Pendidikan Karakter mahasiswa, haruskah dibayar dengan nyawa ?
Minggu ini kita kembali
dikejutkan dengan berita 3 adik mahasiswa kita yang meregang nyawa setelah
mengikuti pendidikan dasar (DikSar) mahasiswa pecinta alam Universitas Islam
Indonesia (mapala UII). Adik-adik kita yang mempunyai semangat tinggi untuk
belajar membentuk karakter malah harus membayar mahal bahkan bayarannya adalah
meregangnya nyawa mereka.
Padahal hakekatnya membentuk
karakter tidak harus dengan fisik, apalagi membentuk karakter seorang mahasiswa
yang notabene bukan anak kecil, semuanya terkait dengan kepribadian yang mereka
bawa sebelumnya.
Membentuk karakter seorang
mahasiswa tidak semudah membalikkan telapak tangan, bahkan prosesnya mulai
pertama kali mereka menginjakkan kaki di kampus hingga toga dikenakan saat di
wisuda.
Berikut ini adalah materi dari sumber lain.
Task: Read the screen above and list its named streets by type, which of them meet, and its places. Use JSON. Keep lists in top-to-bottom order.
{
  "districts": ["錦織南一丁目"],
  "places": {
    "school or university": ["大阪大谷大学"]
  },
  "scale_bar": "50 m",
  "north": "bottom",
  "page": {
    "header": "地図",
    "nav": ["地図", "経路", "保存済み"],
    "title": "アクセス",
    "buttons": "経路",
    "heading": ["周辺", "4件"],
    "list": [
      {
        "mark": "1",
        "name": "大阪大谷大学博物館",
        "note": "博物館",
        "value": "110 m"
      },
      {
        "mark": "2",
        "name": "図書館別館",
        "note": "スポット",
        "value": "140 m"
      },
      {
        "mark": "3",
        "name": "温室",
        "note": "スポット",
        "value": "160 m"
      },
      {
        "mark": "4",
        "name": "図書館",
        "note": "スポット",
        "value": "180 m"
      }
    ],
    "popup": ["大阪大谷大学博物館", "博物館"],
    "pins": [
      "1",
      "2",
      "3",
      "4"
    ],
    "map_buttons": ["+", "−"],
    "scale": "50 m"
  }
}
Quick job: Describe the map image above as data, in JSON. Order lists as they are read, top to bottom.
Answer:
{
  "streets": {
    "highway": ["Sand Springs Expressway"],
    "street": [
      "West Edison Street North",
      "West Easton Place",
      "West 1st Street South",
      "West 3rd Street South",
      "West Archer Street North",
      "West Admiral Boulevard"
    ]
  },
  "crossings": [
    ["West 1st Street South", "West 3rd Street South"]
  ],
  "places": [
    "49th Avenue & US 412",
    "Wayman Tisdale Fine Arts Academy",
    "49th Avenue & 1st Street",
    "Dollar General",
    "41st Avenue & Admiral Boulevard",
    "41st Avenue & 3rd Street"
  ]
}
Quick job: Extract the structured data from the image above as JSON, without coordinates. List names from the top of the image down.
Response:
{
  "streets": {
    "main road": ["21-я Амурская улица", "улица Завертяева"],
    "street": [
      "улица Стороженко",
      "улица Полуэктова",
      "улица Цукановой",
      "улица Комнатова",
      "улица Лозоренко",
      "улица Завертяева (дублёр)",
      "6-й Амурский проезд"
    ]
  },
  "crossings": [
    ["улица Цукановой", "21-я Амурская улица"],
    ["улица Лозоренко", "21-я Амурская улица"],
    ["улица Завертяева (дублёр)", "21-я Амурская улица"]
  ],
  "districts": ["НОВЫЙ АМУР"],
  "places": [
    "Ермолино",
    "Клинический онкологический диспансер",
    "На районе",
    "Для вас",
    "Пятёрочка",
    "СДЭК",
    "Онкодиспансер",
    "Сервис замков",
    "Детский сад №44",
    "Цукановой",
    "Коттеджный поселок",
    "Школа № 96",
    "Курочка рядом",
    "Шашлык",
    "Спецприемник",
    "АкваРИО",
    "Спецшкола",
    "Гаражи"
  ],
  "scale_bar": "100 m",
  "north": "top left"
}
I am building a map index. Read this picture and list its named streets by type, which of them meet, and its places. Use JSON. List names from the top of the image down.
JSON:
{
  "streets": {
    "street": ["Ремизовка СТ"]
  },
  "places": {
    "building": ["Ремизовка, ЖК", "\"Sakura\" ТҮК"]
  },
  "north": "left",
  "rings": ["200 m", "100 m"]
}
Dan membentuk karakter seorang mahasiswa itu tidak cukup dalam waktu
satu atau dua minggu saja, itulah gunanya ada bagian kemahasiswaan dan juga
himpunan mahasiswa.
Dalam membentuk karakter selama
proses belajar di kampus, bisa dibagi menjadi 3 tahapan :
- Semester 1 sampai 3 : Pengenalan kehidupan kampus dan adaptasi terhadap lingkungan
- Semester 4 sampai 6 : Pembelajaran, kualitas kreatif, peran aktif, dan belajar
- Semester 7 sampai wisuda : Fokus kepemimpinan dan argumentasi ilmiah
Ketahanan fisik memang penting
apalagi bagi seorang mahasiswa apalagi yang mengikuti kegiatan pecinta alam
yang kegiatannya banyak berhubungan dengan fisik, seperti mendaki gunung, kegiatan
lintas alam, mengikuti pelatihan SAR, dan lainnya. Namun yang harus
diperhatikan tidak hanya hard skillnya saja tapi soft skill nya juga harus
dibentuk.
Apa sih yang harus dibangun bagi
seorang mahasiswa, tepatnya ada 4 hal yang harus dibentuk dan dibangun bagi
seorang mahasiswa :
- Olah pikir : bagaimana membangun pola berpikir yang intelek, rasional, dan ilmiah
- Olah hati : bagaimana menjadi pribadi yang jujur, adil, ikhlas, dan religius
- Olah raga : bagaimana harus bekerja keras
- Olah karsa / rasa : bagaimana menjadi pribadi yang perduli, gotong royong, dan berperilaku demokrasi
Hal seperti ini seperti menjadi
budaya yang turun temurun, senior yang dulunya juga pernah menjadi junior
merasa ada “balas dendam” karena dahulu mereka juga diperlakukan seperti itu
oleh seniornya. Tradisi itulah yang salah, karena kurangnya pemahaman dan juga
pola pikir yang kadung salah terbentuk.
Seharusnya dan sepatutnya
senior-senior yang menjadi instruktur dalam program pembentukan karakter
ataupun program pelatihan lainnya harus bersertifikasi hingga mereka layak untuk
dijadikan instruktur. Disinilah peran dosen dan pengurus kampus untuk mengawasi
bahkan jika perlu harusnya ada audit juga bagi kepengurusan himpunan mahasiswa
dan kegiatan-kegiatannya.
Saya pribadi juga termasuk yang
aktif dalam kegiatan kemahasiswaan dulu ketika masih kuliah. Saya juga
merasakan bedanya karakter yang terbentuk ketika seorang mahasiswa aktif
mengikuti kegiatan kemahasiswaan dan yang tidak. Maka dari itu saya sangat
mendukung adanya kegiatan kemahasiswaan yang positif dan terarah.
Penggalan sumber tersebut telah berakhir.